If she used this power on an enemy... she wouldn't just cause cancer. She could evolve them into a puddle of protoplasm.

She looked at her hand.

She had been a weak Healer. A failure.

Now, holding the heart of a dead Saint, she realized the truth of the world.

Power wasn't about breaking things.

Power was about deciding what shape things should take.

She closed the box.

"Kael," she said into the darkness.

"Yeah?"

"When Valerius breaks through... I want you to distract him."

"Distract a Gold-rank? With what? My sparkling personality?"

"No," Miriam said. "With the one thing a fanatic cannot resist."

She patted the box.

"We are going to offer him a trade."

"You're going to give it back?" Kael sounded incredulous.

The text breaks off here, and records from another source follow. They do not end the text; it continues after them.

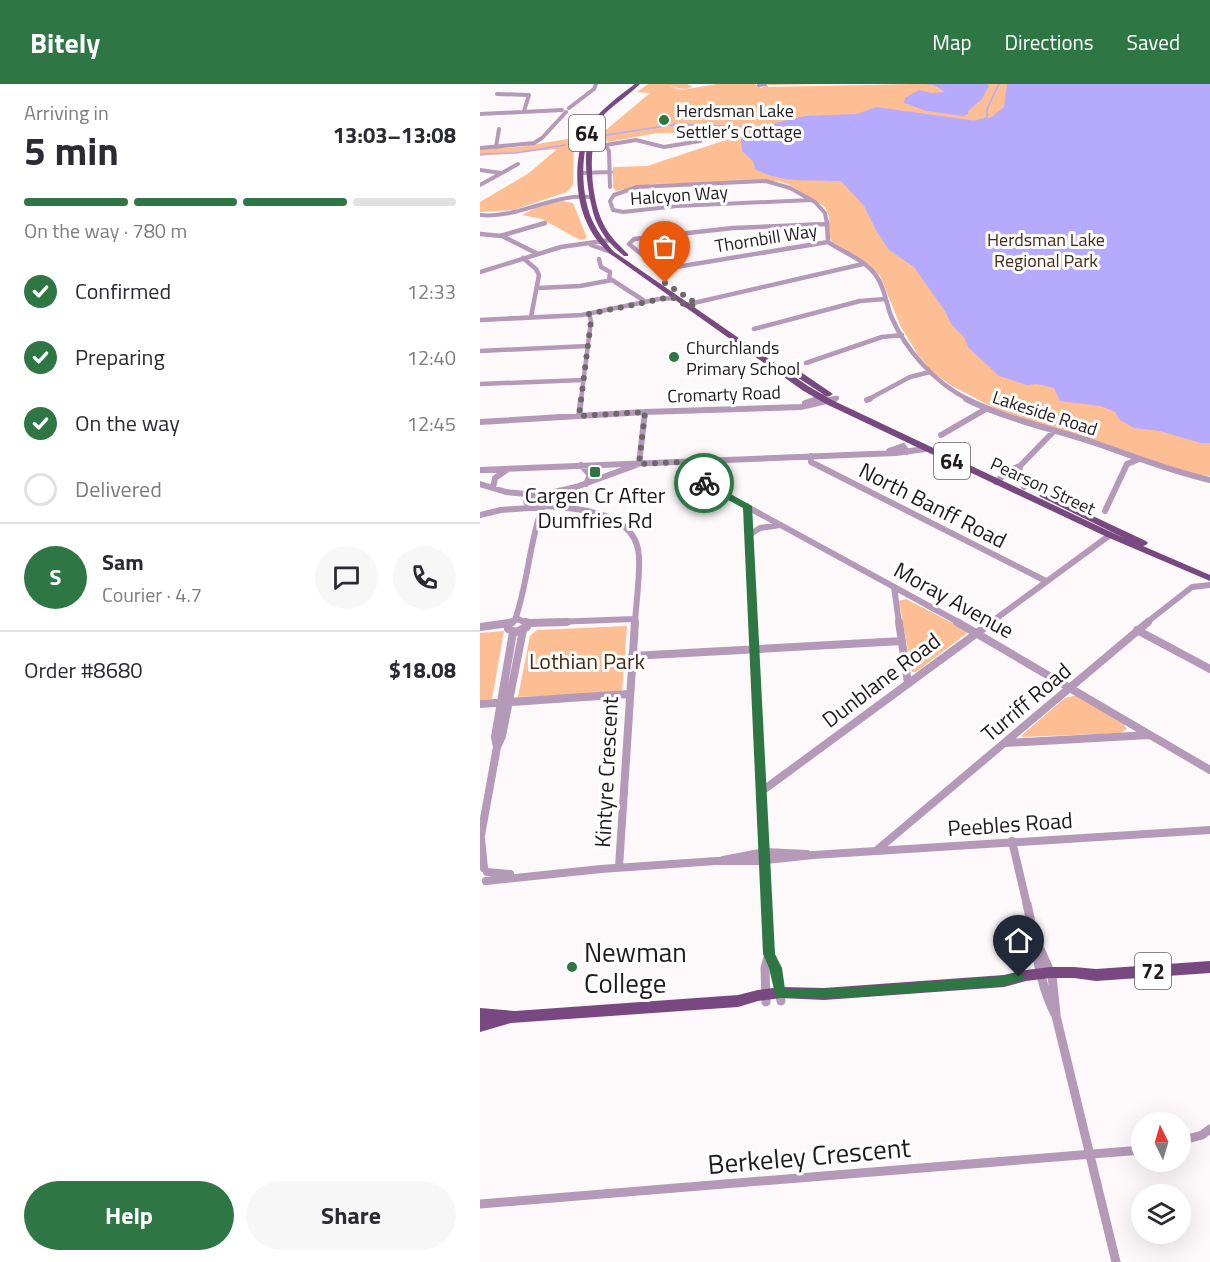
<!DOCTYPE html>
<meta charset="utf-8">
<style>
body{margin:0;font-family:"Titillium Web",sans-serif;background:#f7f7f7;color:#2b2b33;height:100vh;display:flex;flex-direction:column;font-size:22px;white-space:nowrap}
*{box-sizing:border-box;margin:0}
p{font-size:20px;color:#7c7c81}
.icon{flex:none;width:33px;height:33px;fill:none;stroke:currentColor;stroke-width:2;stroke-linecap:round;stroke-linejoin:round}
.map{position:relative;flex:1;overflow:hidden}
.side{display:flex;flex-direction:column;background:#fff;width:480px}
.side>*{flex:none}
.needle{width:39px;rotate:355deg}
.fabs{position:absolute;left:651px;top:1028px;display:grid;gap:12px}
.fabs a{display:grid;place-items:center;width:60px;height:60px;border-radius:50%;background:#fff;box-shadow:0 6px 24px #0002;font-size:30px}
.pin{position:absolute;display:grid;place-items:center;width:51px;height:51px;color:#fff;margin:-62px -26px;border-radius:50% 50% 50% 0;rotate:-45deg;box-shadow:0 0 6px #0007}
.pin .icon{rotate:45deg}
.courier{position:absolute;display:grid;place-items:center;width:60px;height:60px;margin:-30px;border:4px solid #2e7744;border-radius:50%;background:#fff;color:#222;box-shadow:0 2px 8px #0007}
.headline em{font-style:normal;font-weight:700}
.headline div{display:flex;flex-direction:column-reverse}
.headline{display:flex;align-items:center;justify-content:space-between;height:102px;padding:0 24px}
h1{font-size:39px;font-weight:700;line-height:45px}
.bar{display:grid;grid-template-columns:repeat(4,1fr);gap:9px 6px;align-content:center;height:72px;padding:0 24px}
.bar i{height:8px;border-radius:4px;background:#e1e1e2}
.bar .selected{background:#2e7744}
.bar p{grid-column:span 4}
.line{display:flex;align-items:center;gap:15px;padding:0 24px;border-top:2px solid #e1e1e2}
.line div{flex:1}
.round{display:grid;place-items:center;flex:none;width:63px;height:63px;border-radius:32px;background:#f7f7f7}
ol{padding:0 24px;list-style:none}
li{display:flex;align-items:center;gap:18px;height:66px}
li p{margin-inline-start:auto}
li .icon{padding:6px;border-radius:50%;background:#2e7744;color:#fff;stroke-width:4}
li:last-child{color:#7c7c81}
li i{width:33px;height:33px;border:3px solid #e1e1e2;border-radius:50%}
.cta{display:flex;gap:12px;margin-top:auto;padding:12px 24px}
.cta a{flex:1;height:69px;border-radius:36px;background:#2e7744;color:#fff;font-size:24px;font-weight:700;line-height:69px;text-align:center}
.cta a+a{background:#f7f7f7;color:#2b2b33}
header{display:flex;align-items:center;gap:36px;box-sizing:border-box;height:84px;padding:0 30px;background:#2e7744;color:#fff}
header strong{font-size:28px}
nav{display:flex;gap:33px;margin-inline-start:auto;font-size:21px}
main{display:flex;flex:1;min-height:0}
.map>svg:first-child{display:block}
.green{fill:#fcbe92}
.water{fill:#b5aafe}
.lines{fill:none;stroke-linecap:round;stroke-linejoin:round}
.stream{stroke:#b5aafe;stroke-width:1.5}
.minor-far4{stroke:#b499b8;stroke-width:4}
.minor-far3{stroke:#b499b8;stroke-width:4.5}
.minor-far2{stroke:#b499b8;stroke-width:6}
.minor-far1{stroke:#b499b8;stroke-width:8}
.minor{stroke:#b499b8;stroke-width:9}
.primary{fill:#774980;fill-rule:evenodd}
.route{fill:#2e7744}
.done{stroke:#6e686a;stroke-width:6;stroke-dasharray:0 10.8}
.poi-dot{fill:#2e7744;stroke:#fff;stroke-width:2}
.labels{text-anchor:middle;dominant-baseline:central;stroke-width:6;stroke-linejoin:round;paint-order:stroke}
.far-poi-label{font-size:18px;fill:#211a1d;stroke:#fff;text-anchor:start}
.far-street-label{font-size:18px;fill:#211a1d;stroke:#fff}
.far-park-label{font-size:18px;fill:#492911;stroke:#fff}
.shield{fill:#fff;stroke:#645f61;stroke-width:1.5}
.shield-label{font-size:21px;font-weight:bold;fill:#211a1d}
.poi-label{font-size:22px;fill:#211a1d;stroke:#fff}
.street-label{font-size:22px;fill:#211a1d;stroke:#fff}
.park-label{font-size:22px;fill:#492911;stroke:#fff}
.near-poi-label{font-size:27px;fill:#211a1d;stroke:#fff;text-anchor:start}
.near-street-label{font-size:27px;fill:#211a1d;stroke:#fff}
</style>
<header>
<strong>Bitely</strong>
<nav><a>Map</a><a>Directions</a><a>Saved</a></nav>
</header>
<main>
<section class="side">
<div class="headline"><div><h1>5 min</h1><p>Arriving in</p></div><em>13:03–13:08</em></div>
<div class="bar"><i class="selected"></i><i class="selected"></i><i class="selected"></i><i></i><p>On the way · 780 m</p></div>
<ol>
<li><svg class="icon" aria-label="check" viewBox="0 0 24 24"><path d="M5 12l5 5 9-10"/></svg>Confirmed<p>12:33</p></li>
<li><svg class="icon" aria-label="check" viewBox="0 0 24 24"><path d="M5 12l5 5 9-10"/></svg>Preparing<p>12:40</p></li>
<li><svg class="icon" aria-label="check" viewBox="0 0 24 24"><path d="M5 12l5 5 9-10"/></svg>On the way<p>12:45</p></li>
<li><i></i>Delivered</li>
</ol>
<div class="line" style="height:108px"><b class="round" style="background:#2e7744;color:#fff">S</b><div><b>Sam</b><p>Courier · 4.7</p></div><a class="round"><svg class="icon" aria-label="chat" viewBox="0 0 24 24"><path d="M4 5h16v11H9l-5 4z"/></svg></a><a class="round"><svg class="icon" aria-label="phone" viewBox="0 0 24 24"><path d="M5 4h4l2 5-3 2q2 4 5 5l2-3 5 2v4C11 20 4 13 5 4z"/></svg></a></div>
<div class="line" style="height:78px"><div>Order #8680</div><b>$18.08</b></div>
<div class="cta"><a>Help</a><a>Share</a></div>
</section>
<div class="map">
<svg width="730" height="1178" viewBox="0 0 730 1178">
<rect width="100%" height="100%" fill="#fdf9fa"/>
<path class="green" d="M168,0H207L213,3L204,5L188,2L201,6L237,0H275L281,4L289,0H348L288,1V3L431,0H730V392L710,390L522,328L472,302L451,287L438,271L421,243L400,192L390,181L352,158L349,152V132L345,123L308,100L298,97L172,100L136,107L133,103V83L167,82L270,48L177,49L128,58L120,51L170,9L157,8Z
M94,54L93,101L87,108L33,126L0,128V118L49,89L77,65L0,72V65L39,63Z
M82,117L93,119L107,154L100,156L62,135L42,131L63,120Z
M426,515L486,546L487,549L436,588H432L419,517Z
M147,542L142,608L38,613L50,552L57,546Z
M24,547L12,615L0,616V549Z
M593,612H598L643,639L647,645L641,649L542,653V651L585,614Z"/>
<path class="water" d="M445,0H507L509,2L502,15L488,27V30L483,32L447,27L424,19L425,14L439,6L451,9L465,8L454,1Z
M527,0H730V359H721L680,347L654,344L640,336L635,328L621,322L580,317L574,304L557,300L547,301L519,292L488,263L484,253L471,240L465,227L434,183L409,166L397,148L384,122L361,97C333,96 300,99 275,85L273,77L262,67L261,55L283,42L325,32L377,30L396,23L497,37L510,34L524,23Z"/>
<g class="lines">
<path class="stream" d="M495,37L507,34V25L519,0
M121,52L197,40L279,44
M0,70L36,69L85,61"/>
<path class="minor-far4" d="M279,1L285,0
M17,10L49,11L44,27
M89,24L114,5L116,0
M0,30L82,26
M124,59L129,67L130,103
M126,61L156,56L184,63L220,57
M16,63L19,45
M0,64L54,59L62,54L86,28
M0,86L21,89
M101,89L131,88
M0,101L38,80
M331,116L197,122L143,128L133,126L130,117L134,111L157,103L286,97L310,104L335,118L345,129L347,140
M0,131C39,135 72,109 111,113
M62,140L65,139"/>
<path class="minor-far3" d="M347,138L348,158C364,169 386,176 397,193C405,205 406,219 411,232C426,267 455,299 489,316
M346,140L253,144L154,155L149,160L177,183L184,185L348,158
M0,150L22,152L58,170
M20,152L65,139
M111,161L131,168
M43,174L56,185L59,191L51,233
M119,175L121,183L130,188L129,196
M0,188L81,163L130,156
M58,204L100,202L132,196L163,216
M205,221L383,180
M0,236L102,231L179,215L195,214
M274,245L380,217L405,215
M0,267L108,262
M326,279L402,253L422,251
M0,300L104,296
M101,316L111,237L109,230
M333,316L349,310
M349,316L357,314
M387,316L430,293L450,288"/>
<path class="minor-far2" d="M486,315C526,335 569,344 612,358C651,371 689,387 730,396
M387,316L390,315
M325,319L337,315
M99,332L101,315
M0,338L165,328L321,323L355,315
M461,351L506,325
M409,367L423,362L427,368
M331,372V378L566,497
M205,378V386L209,391L480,539
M101,381L110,391L106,400
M540,382L539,393L544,403
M0,386L416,369L445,365
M516,398L530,386L540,382L574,347
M0,400L26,408L56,411
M13,404L15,394L28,385
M61,411L96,403L159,380L165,328
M61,411L69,415V418L62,424H49L46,417Z
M65,422C98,425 157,427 159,473C160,495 156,518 155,539
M267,422L273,539
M625,427L647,380L657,376
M0,431L21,426L49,424
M269,451L280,444L300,441
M414,503L419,539
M35,536C48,499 49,460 62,424
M29,539L38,535L46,539
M48,539L154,535
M510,539L630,451
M666,539L712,503L730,501"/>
<path class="minor-far1" d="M32,538L29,539L28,545L36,548L47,543L46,538
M273,538L287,821
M419,538L428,599
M477,538L730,686
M48,539L87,538
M0,543L29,539
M657,546L730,585
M152,572L422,557
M0,620L149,610
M525,659L669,651
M17,663L15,653L33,548
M282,707L512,538
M1,755L4,784
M0,757L17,663L22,652L43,546
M532,757L547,821
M397,766L668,538
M243,776L285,768L327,770
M139,783L155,538
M7,788L30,790
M6,797L121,785L236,777H278L333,771L730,746"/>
<path class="minor" d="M547,820C556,858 557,897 576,932L636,1178
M557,858L572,892L576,930
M289,870L295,884L301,917
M286,918L285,884L289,870L287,820
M700,1057L722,1051L730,1045
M0,1120L662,1066"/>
<path class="primary" d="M155,0H160C146,14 127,24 115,41C98,65 101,115 114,140C119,150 126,158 133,167L328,302L352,316L633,449L646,455L559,412L563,409L566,410L666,457L668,459L666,461L663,462L730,491V497L627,453L346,320L322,306L129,169C120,160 112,151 107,139C94,113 93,65 110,41C122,24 139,12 155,0Z
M113,47L116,49C108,73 112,119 124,141C130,153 139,161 148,170V172H144C133,163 123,153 117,139C109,123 99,60 113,47Z
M306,282H312L353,310L349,312H346L306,286Z
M730,877V889L616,897L594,894H570L546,897L524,903L344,916L301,914L278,917L258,923L31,939L0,948V924L35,927L258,911L278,906L301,903L344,904L524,891L546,886L570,883H594L616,885Z"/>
</g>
<path class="route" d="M221,397H227L272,422L295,870L302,884L305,905L365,904L524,892L539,887L545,893L543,896L524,902L365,914H296L289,884L283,870L263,424L221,401Z"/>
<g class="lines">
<path class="done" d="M185,199L217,220L208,223L195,214H186L109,230L111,237L99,332L165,328L159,380L205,378V386L224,399"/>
</g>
<g class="poi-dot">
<circle cx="184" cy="36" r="6"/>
<circle cx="194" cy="273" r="6"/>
<rect x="109" y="382" width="12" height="12" rx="3"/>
<circle cx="92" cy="883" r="6"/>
</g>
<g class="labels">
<g class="far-poi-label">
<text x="196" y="26">Herdsman Lake<tspan x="196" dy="21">Settler’s Cottage</tspan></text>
<text x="206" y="263">Churchlands<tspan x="206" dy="21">Primary School</tspan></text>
</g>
<g class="far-street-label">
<text transform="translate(199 111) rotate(-4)">Halcyon Way</text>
<text transform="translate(286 154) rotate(-9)">Thornbill Way</text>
<text transform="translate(244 310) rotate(-2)">Cromarty Road</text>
<text transform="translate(565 329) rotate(18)">Lakeside Road</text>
<text transform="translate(563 402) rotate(25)">Pearson Street</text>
</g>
<g class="far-park-label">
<text x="566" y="155">Herdsman Lake<tspan x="566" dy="21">Regional Park</tspan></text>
</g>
<g class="shield">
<rect x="89" y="31" width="36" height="36" rx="4.5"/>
<rect x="454" y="359" width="36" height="36" rx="4.5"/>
<rect x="655" y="869" width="36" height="36" rx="4.5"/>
</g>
<g class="shield-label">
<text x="107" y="49">64</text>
<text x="472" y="377">64</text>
<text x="673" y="887">72</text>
</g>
<g class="poi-label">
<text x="115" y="411">Cargen Cr After<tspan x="115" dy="25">Dumfries Rd</tspan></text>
</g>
<g class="street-label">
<text transform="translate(453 421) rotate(27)">North Banff Road</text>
<text transform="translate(474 516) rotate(29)">Moray Avenue</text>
<text transform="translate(401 596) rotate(-37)">Dunblane Road</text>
<text transform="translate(546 618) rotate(-40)">Turriff Road</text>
<text transform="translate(126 688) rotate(-87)">Kintyre Crescent</text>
<text transform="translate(530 740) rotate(-4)">Peebles Road</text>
</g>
<g class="park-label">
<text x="107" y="577">Lothian Park</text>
</g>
<g class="near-poi-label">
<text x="104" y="867">Newman<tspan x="104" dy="31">College</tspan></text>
</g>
<g class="near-street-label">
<text transform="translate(329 1071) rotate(-5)">Berkeley Crescent</text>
</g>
</g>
</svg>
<div class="fabs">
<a><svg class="needle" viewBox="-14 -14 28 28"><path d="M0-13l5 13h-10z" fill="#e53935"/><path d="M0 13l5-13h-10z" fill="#7c7c81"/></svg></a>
<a><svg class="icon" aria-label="layers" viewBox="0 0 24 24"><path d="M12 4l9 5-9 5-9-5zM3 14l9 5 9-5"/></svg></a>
</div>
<div class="pin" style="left:185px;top:199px;background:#ea580c"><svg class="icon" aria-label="bag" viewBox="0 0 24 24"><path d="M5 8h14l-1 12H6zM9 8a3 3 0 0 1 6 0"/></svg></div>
<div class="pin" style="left:539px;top:893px;background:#1f2937"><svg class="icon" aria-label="home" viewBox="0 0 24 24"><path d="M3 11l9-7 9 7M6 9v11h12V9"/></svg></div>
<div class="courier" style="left:224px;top:399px"><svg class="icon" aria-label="bike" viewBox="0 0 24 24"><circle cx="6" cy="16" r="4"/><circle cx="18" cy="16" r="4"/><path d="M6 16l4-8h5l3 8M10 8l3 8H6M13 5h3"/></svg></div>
</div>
</main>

"No," Miriam said. Her voice was cold. "I am going to give him the shell. But I am going to keep the meat."

She began to channel.

She wasn't healing anyone. She was healing the box. She was fusing the l

id shut on a molecular level.

And then, she began to drain the crystal inside.

Slowly. Carefully.

She was going to eat the Saint's Heart.

And when the Bishop came for his prize, he would find an empty battery and a Healer who had just ascended the food chain.